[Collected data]
########################################

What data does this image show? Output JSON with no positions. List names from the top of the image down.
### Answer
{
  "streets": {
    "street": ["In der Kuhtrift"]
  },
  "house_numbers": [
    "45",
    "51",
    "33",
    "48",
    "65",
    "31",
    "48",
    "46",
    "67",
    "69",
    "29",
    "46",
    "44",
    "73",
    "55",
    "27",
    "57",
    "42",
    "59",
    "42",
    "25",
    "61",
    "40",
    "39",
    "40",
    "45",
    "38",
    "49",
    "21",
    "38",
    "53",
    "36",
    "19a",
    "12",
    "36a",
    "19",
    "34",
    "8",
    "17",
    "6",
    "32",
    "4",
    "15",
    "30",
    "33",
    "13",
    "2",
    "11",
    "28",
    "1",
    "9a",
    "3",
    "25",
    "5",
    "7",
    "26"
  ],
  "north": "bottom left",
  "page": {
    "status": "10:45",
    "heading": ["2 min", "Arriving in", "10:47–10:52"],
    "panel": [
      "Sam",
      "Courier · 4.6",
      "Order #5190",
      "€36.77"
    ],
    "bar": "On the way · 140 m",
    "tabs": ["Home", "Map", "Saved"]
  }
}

########################################

* **Exercise objective**: Repeat the data exactly, with every line included.

* **Your solution**:
What data does this image show? Output JSON with no positions. List names from the top of the image down.
### Answer
{
  "streets": {
    "street": ["In der Kuhtrift"]
  },
  "house_numbers": [
    "45",
    "51",
    "33",
    "48",
    "65",
    "31",
    "48",
    "46",
    "67",
    "69",
    "29",
    "46",
    "44",
    "73",
    "55",
    "27",
    "57",
    "42",
    "59",
    "42",
    "25",
    "61",
    "40",
    "39",
    "40",
    "45",
    "38",
    "49",
    "21",
    "38",
    "53",
    "36",
    "19a",
    "12",
    "36a",
    "19",
    "34",
    "8",
    "17",
    "6",
    "32",
    "4",
    "15",
    "30",
    "33",
    "13",
    "2",
    "11",
    "28",
    "1",
    "9a",
    "3",
    "25",
    "5",
    "7",
    "26"
  ],
  "north": "bottom left",
  "page": {
    "status": "10:45",
    "heading": ["2 min", "Arriving in", "10:47–10:52"],
    "panel": [
      "Sam",
      "Courier · 4.6",
      "Order #5190",
      "€36.77"
    ],
    "bar": "On the way · 140 m",
    "tabs": ["Home", "Map", "Saved"]
  }
}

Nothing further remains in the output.